Altrettanto, è possibile che un vino bianco mediamente giovane sia caldo?
Ebbene, sì! E anche più spesso di quanto non si pensi!
Paradossi del vino?
No, semplici giochi di terminologia.

Il lessico enologico è ricco di quelle che i britannici definiscono trap words, parole che ammiccano a un significato e poi ti conducono da tutt’altra parte.

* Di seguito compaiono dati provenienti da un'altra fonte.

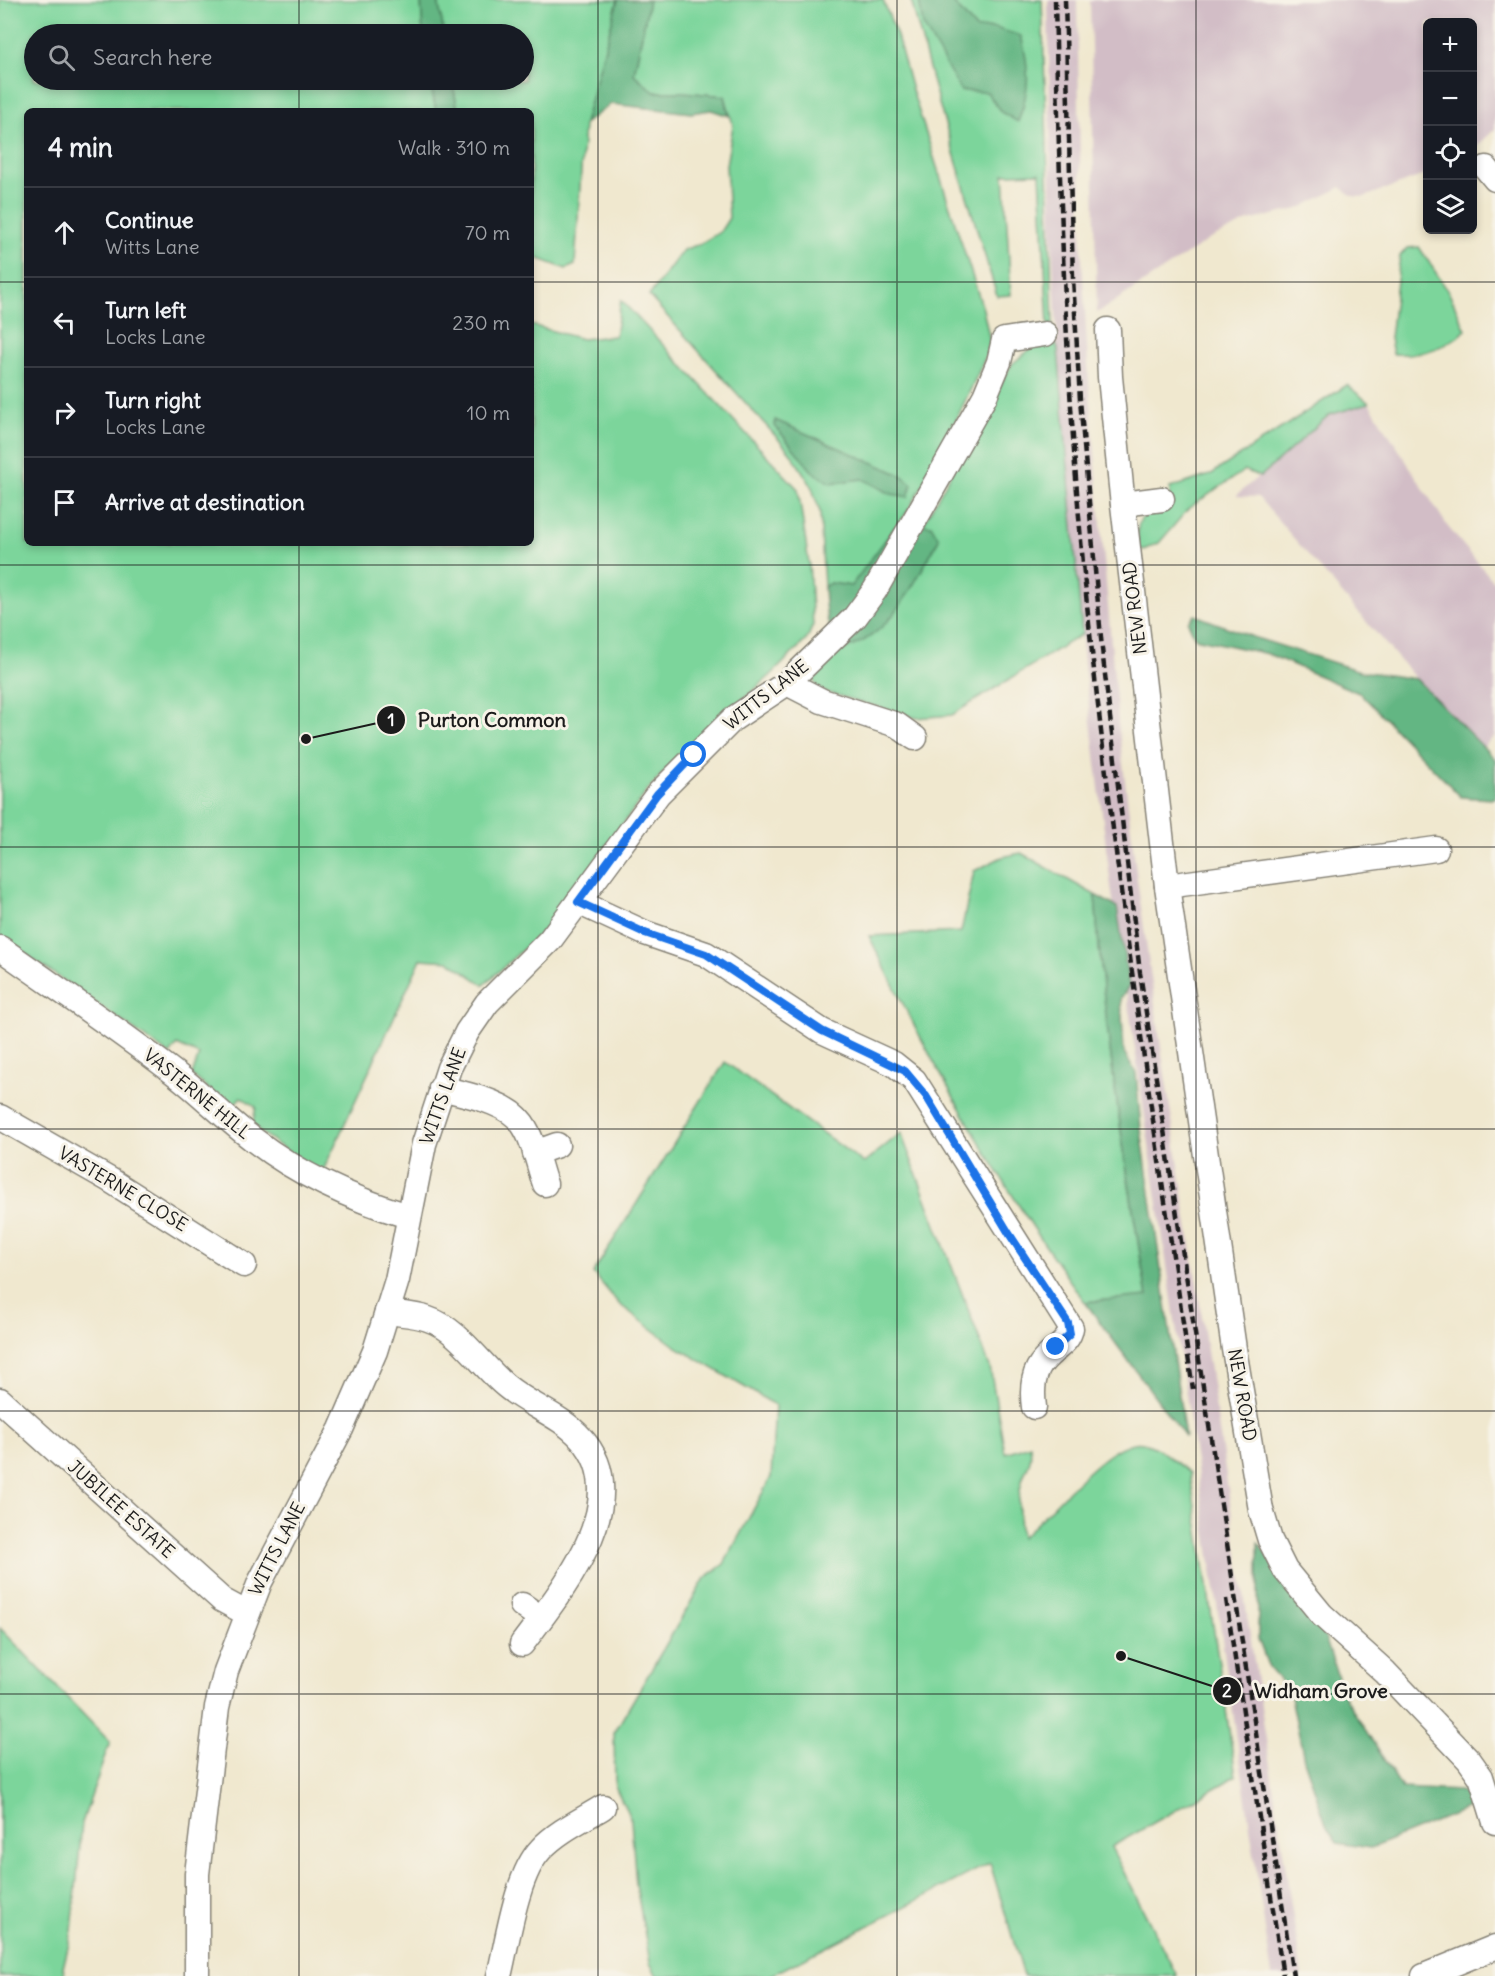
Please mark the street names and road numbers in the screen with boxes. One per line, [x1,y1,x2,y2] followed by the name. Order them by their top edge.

Penso a quante volte ci siamo domandati come mai un vino rosso maestoso abbia deciso di chiudersi in casa, evitando ogni contatto con il mondo esteriore (si è “barricato”).
Oppure, è possibile che qualcuno si meravigli nell’apprendere che un vino privo di qualsiasi percezione zuccherina, sia secco e non semplicemente amaro!
E ancora, il vino magro è quello contenuto in una bottiglia alta e snella oppure quello inaccettabilmente povero di struttura?

Come proviamo gusto a complicarci la vita, a volte…

Ebbene, anche il terreno delle pseudotemperature è irto di pericoli!

Il vino caldo non è quello che abbiamo scordato fuori dal frigorifero, magari in pieno sole o in prossimità di una fonte di calore.
Men che meno è il vin brulé…

Lo (pseudo)calore di un vino si riferisce alla sensazione tattile che viene generata dalla presenza dell’etanolo, l’alcol primario del vino, a contatto con la superficie dello stomaco: l’azione disidratante propria dell’alcol mima un effetto di rialzo termico, tanto più marcato quanto più elevato è il tenore alcolico della bevanda.
Anche un vino bianco strutturato e dotato di grande impatto alcolico, pertanto può – anzi, deve! – essere definito caldo.

Il “calore” quindi è virtuale e non reale: non ha nulla a che vedere con la temperatura di servizio del vino, ma è la descrizione di una sensazione soggettiva prodotta dall’azione fisica del fluido che scorre sulle mucose del nostro apparato gastrointestinale.

Il trucco, ormai svelato, si applica altrettanto bene al termine “fresco”: con questo non ci si riferisce al vino appena estratto dal frigo o da una cantina ben climatizzata.

La freschezza è una sensazione gustativa, conseguente all’azione degli acidi del vino: questi, a contatto con la mucosa della bocca, stimolano le ghiandole salivari a secernere abbondante saliva. Il risultato è un piacevole effetto rinfrescante.
Per capire meglio, chiudete gli occhi e immergete – con la fantasia – i denti in un succoso limone tagliato…ecco!

Più un vino è acido, più dà freschezza: in questo senso, anche un rosso invecchiato servito a 20 gradi può essere fresco se, nel suo affinamento, ha conservato un’adeguata componente acida a corredo delle sue caratteristiche organolettiche.

La prossima volta che al ristorante ordineremo un vino “molto fresco”, ricordiamoci di non stupirci se, al posto del cestello del ghiaccio, vedremo arrivare un Asprinio di Aversa!